Paralelamente, a fim de atenuar as ‘seriedade e gravidade’ de notícias (de ordem política, social, do cotidiano da cidade, etc) e, ao mesmo tempo, quebrar um pouco da sisudez dos jornais -- típica da imprensa do século XIX -- ao arranjo gráfico uniforme, monótono e maçante dos jornais, as matérias dispostas em colunas corridas, com títulos discretos e sem muitos atrativos, começava a contrapor-se a tendência de tratamento jocoso e satírico às matérias e textos publicados, o que além de quebrar a austeridade editorial-gráfica, funcionava como chamariz para o leitor, em especial o menos escolarizado e não-letrado. Necessitando de encontrar recursos para atrair o leitor, as amenidades em forma de folhetins, poesias e contos, acompanhados de farto material iconográfico, quebravam a monotonia das linhas corridas.

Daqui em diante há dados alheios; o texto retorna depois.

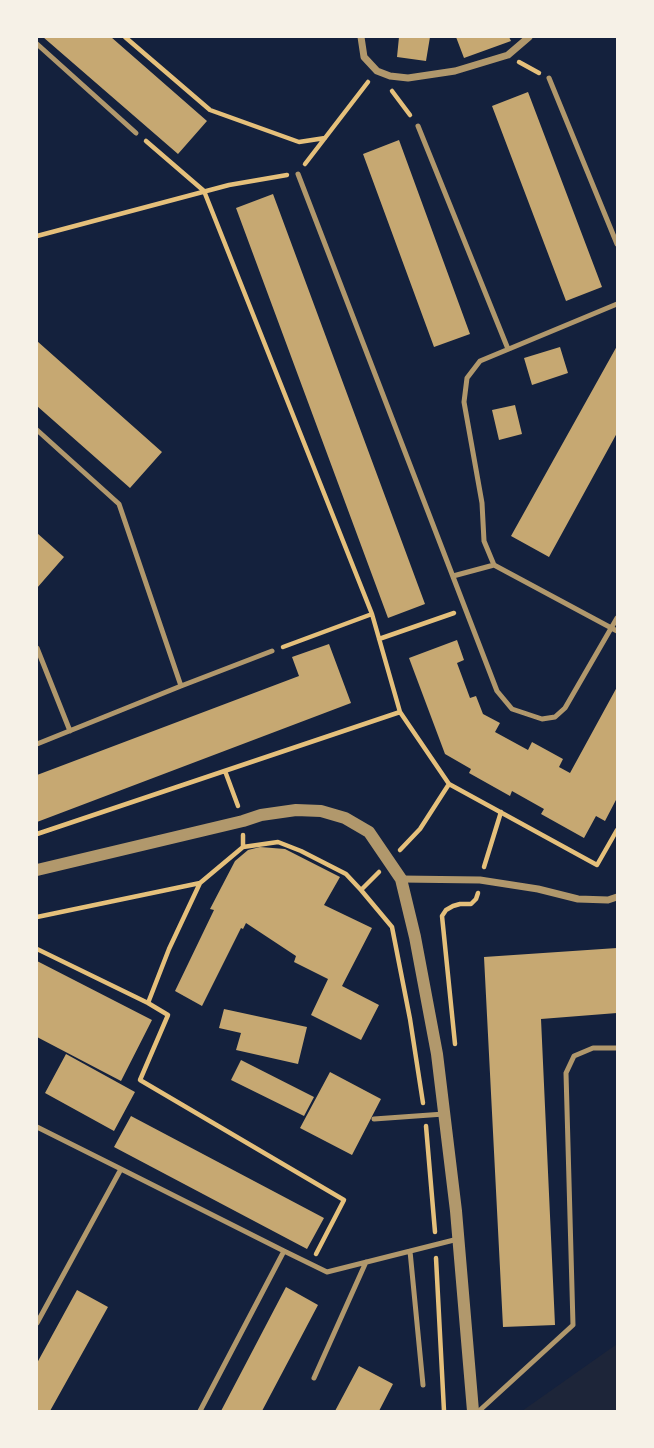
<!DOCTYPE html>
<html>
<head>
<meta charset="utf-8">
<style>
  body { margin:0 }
  #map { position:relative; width:654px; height:1448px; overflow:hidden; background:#14213d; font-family:"Roboto Condensed",sans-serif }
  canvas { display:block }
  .frame { position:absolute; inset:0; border:38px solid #f6f1e7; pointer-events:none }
</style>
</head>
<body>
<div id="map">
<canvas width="654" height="1448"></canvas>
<div class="frame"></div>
</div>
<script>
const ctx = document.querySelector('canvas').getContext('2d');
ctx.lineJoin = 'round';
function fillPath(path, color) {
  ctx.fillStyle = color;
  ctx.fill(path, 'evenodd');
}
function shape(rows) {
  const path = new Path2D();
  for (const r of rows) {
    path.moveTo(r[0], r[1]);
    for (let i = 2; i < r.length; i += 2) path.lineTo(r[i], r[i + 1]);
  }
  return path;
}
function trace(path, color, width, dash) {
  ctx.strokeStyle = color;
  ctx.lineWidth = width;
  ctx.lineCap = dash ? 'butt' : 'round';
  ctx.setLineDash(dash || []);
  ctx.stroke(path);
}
fillPath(shape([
  [617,1344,617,1411,522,1411]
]), '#1d2539');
fillPath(shape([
  [43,37,111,37,207,121,178,154],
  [399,37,430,37,426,61,397,57],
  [456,37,509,37,511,41,464,58],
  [528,92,602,287,566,301,492,106],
  [399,140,470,334,434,347,363,154],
  [273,194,425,604,388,618,236,208],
  [37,341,162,452,130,488,37,406],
  [617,346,617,433,549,557,511,536],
  [560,347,568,373,532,385,524,358],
  [515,405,522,434,499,440,492,410],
  [37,533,64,557,37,588],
  [457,640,464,660,457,663,470,698,476,696,483,714,500,723,495,732,528,750,532,742,563,759,559,767,570,773,617,687,617,798,605,821,596,816,584,838,541,814,544,809,512,791,510,796,469,773,471,769,445,754,409,658],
  [329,644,351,703,37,822,37,775,299,676,292,657],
  [260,847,285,849,340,877,324,905,372,928,342,986,379,1005,361,1040,311,1015,328,979,294,962,296,956,246,923,243,929,241,928,202,1006,175,991,214,910,210,909,235,861,248,850],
  [617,948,617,1013,541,1019,555,1325,503,1327,484,957],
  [37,961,152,1020,121,1081,37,1037],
  [224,1009,307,1027,298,1064,236,1050,241,1033,219,1028],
  [66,1054,135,1092,114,1131,45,1093],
  [241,1060,314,1097,304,1116,231,1080],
  [330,1072,381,1099,352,1155,300,1128],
  [131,1116,324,1218,307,1249,114,1147],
  [286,1287,318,1305,262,1411,221,1411],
  [77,1290,108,1307,50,1411,37,1411,37,1363],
  [359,1366,393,1384,379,1411,335,1411]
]), '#c6a872');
trace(shape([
  [125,37,210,110,299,142,325,138],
  [519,62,539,73],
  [392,91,410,115],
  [146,141,204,191,372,614],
  [305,164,368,82],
  [37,236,229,185,287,175],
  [379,639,454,613],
  [400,712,449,784,597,865,617,830],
  [225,771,238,806],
  [37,834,400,712,372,614,283,647],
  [243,847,278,842,301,851,346,874,361,890,379,872],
  [400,850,420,829,449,784],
  [484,867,501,812],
  [361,890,392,927,410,1019,423,1103],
  [37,917,200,883],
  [37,949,148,1003,168,1015,140,1080,344,1200,316,1254],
  [148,1003,169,949,200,883,243,847,243,835],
  [455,1044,442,916,446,910,453,906,460,904,471,904,476,899,478,893],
  [426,1126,435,1232],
  [436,1258,444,1411]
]), '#e5c07b', 4.5);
trace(shape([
  [37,44,136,133],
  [549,78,617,244],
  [418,126,508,349],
  [298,174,497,691,512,709,542,719,555,717,565,708,617,618],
  [617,304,480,361,467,378,464,402,482,503,484,541,494,565,617,631],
  [37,430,119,504,181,686],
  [453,576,494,565],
  [37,648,70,731],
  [37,744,181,686,272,651],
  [374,1119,444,1114],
  [37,1127,121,1169],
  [410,1251,423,1385],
  [37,1323,121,1169,284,1251],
  [314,1378,366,1262],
  [200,1411,284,1251,327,1272,458,1239],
  [479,1411,573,1325,566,1073,574,1056,593,1048,617,1048]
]), '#b1986c', 5);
trace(shape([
  [361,37,364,57,377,71,390,76,408,78,455,71,508,55,529,37],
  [401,879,480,880,538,889,578,899,608,900,617,897]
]), '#b1986c', 7);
trace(shape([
  [37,870,243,821,261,815,296,810,321,811,345,818,369,832,401,879,415,937,437,1054,456,1211,473,1411]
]), '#b1986c', 12);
</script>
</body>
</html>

Assim, os registros cômicos seriam uma das maneiras de representação de impasses e temporalidades diversas da história brasileira, a partir no período inaugurado pela abolição e pela República. Tais registros eram fruto de um círculo de humoristas concentrados no Rio de Janeiro, desde então a efetiva capital cultural do país -- utilizando-se do humor para problematizar questões urbanas, administrativas e sociais da capital do Império, satirizar instituições, ironizar fatos e personalidades, e até ridicularizar os próprios leitores.
Nesse contexto inseria-se O RIO-NU, periódico bissemanal, exemplarmente integrado ao elenco que então começara a sedimentar-se no jornalismo da recém-implementada República : a imprensa de cunho arrivista, galhofeira, de humor malicioso, cáustico, com tinturas de conotações sexuais e até mesmo pornográficas. Fundado em 1898, circulou até 1916, dirigido por J. Brito, redigido por jovens integrantes da denominada boemia literária da Belle époque, consolidou-se a partir de 1900 como o principal representante, exemplo e referência para diversas outras publicações do mesmo gênero coexistentes na época -- com farta matéria iconográfica, e sobretudo espírito satírico, sarcástico, debochado, iconoclasta.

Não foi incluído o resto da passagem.